I was at the supermarket the other day and my curiosity was tweaked by a sign near the checkout counter: “Save a Plastic Bag, Help Save the World.” The idea, of course, is that if we throw away fewer plastic bags, nature will benefit. Many such small virtuous actions can, in congregate, impart an enormous benefit.
Also underlying the slogan is another idea, which is generally unexpressed explicitly yet a part of our collective folk psychology, that good behavior leads to a virtuous circle: doing one good deed puts us in a beneficial mindset that leads us to do more good deeds. Just yesterday I saw a TV idea that neatly summed up this idea. On a split screen, it showed a woman taking two different paths in the course of her day. On the left side, she had an unhealthy breakfast, and proceeded to make more unhealthy eating choices throughout the day, had no energy, came home from work exhausted, watched TV, and was basically a loser. On the other side of the screen, she started out her day with the advertiser’s nutritious snack bar, proceeded to eat healthily throughout the day, exercised, and went out after work and had fun with her awesome friends. The difference in the two outcomes was all down to that single, simple decision at breakfast: to be a winner, or a slob?
Unfortunately, as psychological research has shown, human behavior doesn’t work like that at all. On the contrary: single, small acts of virtuous behavior actually predispose us to behave worse.
In a 2006 paper published in the Journal of Marketing Research, Uzma Khan of Carnegie Mellon and Ravi Dhar of Yale reported a series of studies in which they asked undergraduate students to imagine themselves engaging in various virtuous activities, such as donating money to charity or volunteering to teach children. Compared to control subjects, who spent the equivalent amount of time working on word puzzles, these do-gooders were more likely to indulge themselves by buying luxury items like designer jeans than practical items such as vacuum cleaners.
Why? Khan and Dhar suggested that behaving virtuously subconsciously boosts our self-image. When then presented with an opportunity to indulge ourselves, we feel better prepared to afford the dose of self-criticism that accompanies indulgent behavior. In effect we have been “licensed” by our prior good behavior to behave badly.
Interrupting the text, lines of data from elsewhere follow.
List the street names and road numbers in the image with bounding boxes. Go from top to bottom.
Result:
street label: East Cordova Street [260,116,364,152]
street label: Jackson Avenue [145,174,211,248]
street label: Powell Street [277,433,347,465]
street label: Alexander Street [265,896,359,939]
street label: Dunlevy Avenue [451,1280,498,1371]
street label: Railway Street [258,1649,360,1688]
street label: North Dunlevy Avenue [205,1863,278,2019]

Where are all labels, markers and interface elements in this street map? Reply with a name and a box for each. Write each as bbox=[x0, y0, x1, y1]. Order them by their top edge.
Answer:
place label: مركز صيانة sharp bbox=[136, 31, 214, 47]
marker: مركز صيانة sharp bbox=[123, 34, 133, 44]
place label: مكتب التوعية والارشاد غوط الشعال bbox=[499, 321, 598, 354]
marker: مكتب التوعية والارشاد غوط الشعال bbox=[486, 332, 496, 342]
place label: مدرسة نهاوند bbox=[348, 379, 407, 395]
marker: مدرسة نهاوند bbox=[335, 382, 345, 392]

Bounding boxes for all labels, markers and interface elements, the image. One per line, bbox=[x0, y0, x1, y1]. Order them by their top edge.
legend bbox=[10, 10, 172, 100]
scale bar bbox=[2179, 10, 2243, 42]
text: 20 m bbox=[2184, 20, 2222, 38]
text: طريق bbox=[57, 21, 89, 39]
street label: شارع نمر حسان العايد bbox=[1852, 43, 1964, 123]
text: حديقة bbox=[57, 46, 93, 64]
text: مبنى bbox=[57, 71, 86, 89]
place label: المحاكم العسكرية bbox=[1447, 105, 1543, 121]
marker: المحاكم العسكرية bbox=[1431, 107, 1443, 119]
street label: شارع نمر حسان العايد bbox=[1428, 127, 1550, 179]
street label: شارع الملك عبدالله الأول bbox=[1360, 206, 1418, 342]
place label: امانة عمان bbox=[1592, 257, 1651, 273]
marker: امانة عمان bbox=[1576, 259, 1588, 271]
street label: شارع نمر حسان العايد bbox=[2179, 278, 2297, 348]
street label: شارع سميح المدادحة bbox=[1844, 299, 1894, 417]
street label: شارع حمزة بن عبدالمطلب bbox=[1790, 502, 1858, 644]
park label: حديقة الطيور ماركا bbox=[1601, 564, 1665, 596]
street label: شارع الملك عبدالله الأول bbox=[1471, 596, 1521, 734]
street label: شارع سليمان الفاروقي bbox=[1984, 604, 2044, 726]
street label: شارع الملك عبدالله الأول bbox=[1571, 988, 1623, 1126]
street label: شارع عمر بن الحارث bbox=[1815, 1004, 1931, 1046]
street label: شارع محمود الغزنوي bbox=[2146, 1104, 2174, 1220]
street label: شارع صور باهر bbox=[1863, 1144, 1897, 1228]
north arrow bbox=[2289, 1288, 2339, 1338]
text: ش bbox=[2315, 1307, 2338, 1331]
A more direct expression of the “licensing effect” is described in a paper just out this month in the Journal of Consumer Research. Sam K. Hui of New York University led a team than analyzed data take from radio-tracking tags affixed to shopping carts, so that the movement of consumers through stores could be recorded. In particular, they looked at whether the shoppers were frequenting areas of the store that carried “vice” items, such carbonated drinks, or “virtue” items, such as diet food. As the licensing effect would predict, the team found that “after purchasing virtue categories, consumers are more likely to shop at locations that carry vice categories.”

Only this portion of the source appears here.